_MATERIAL PROVIDED_

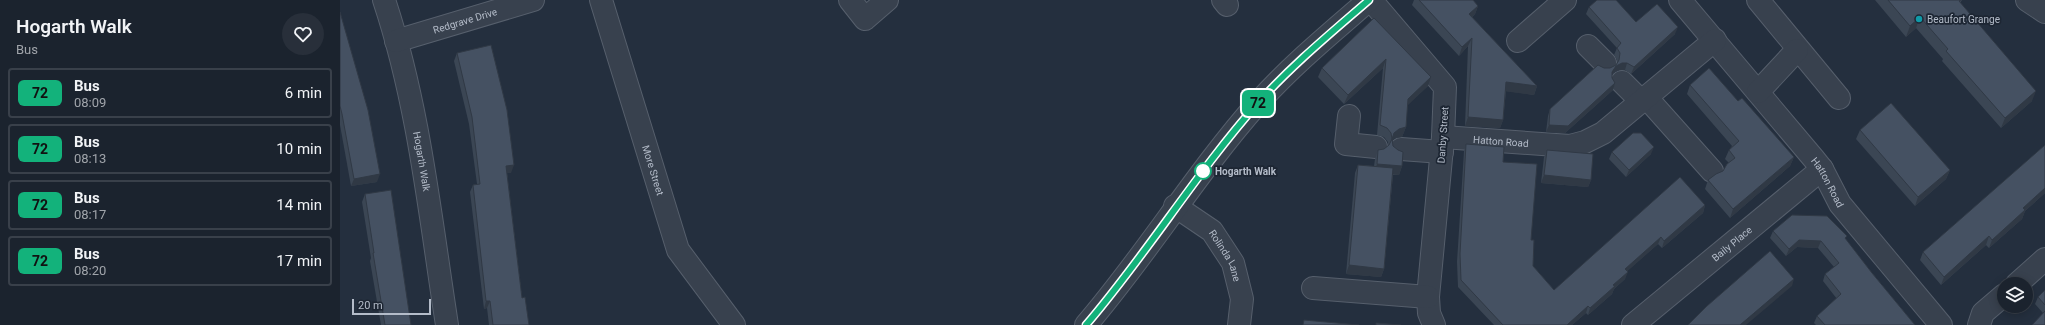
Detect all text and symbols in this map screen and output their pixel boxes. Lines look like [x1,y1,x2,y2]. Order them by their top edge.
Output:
street label: Redgrave Drive [432,6,498,35]
button: heart [282,13,324,55]
marker: Beaufort Grange [1914,14,1924,24]
place label: Beaufort Grange [1927,14,2000,25]
text: Hogarth Walk [16,15,132,38]
text: Bus [16,42,38,57]
text: Bus [74,77,100,95]
text: 6 min [285,84,322,102]
text: 72 [32,85,48,101]
line badge: 72 [1240,90,1276,116]
text: 08:09 [74,95,106,110]
text: 72 [1250,95,1266,111]
street label: Danby Street [1436,106,1450,164]
street label: Hogarth Walk [412,131,433,193]
text: Bus [74,133,100,151]
street label: Hatton Road [1473,134,1529,149]
text: 10 min [276,140,322,158]
text: 72 [32,141,48,157]
street label: More Street [640,144,666,197]
text: 08:13 [74,151,106,166]
street label: Hatton Road [1809,155,1846,209]
marker: Hogarth Walk [1194,162,1212,180]
place label: Hogarth Walk [1215,166,1277,177]
text: Bus [74,189,100,207]
text: 14 min [276,196,322,214]
text: 72 [32,197,48,213]
text: 08:17 [74,207,106,222]
street label: Baily Place [1710,224,1754,263]
street label: Rolinda Lane [1207,228,1243,283]
text: Bus [74,245,100,263]
text: 17 min [276,252,322,270]
text: 72 [32,253,48,269]
text: 08:20 [74,263,106,278]
map controls [1997,277,2033,313]
button: layers [1997,277,2033,313]
scale bar [352,297,431,316]
text: 20 m [358,299,383,312]

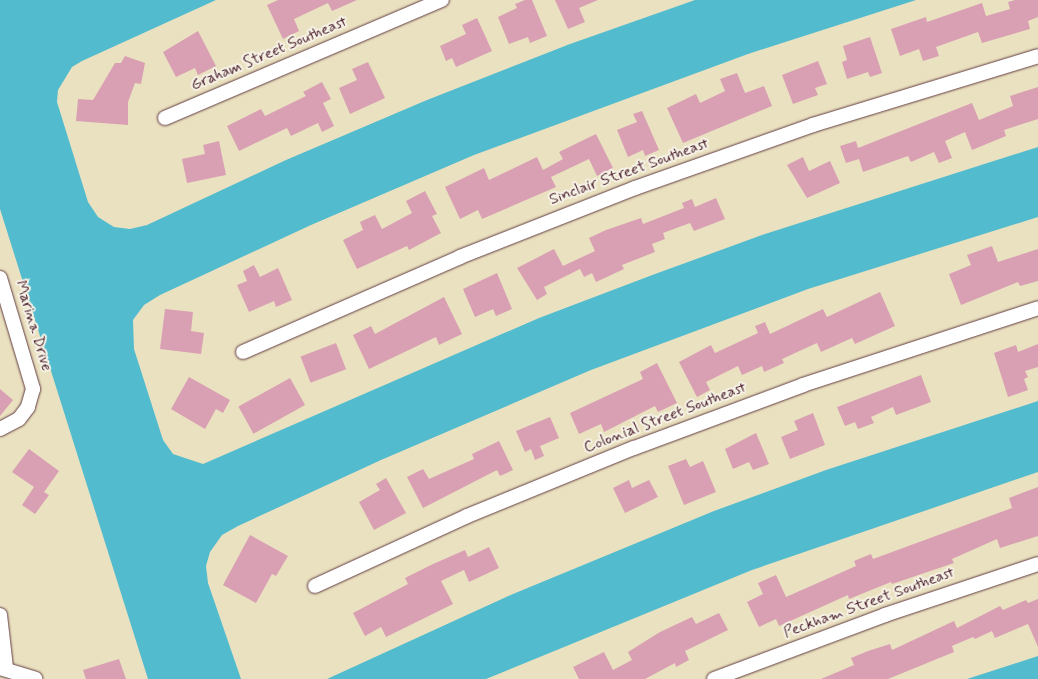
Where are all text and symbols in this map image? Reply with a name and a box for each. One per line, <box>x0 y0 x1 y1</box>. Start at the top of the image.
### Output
street label: Graham Street Southeast <box>187 12 351 96</box>
street label: Sinclair Street Southeast <box>548 135 710 209</box>
street label: Marina Drive <box>10 278 56 374</box>
street label: Colonial Street Southeast <box>581 378 749 458</box>
street label: Peckham Street Southeast <box>782 563 956 643</box>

_THE PROBLEM_
A single number, please: the count of lines above that contain the string "symbols".

_EXERCISE RESPONSE_
2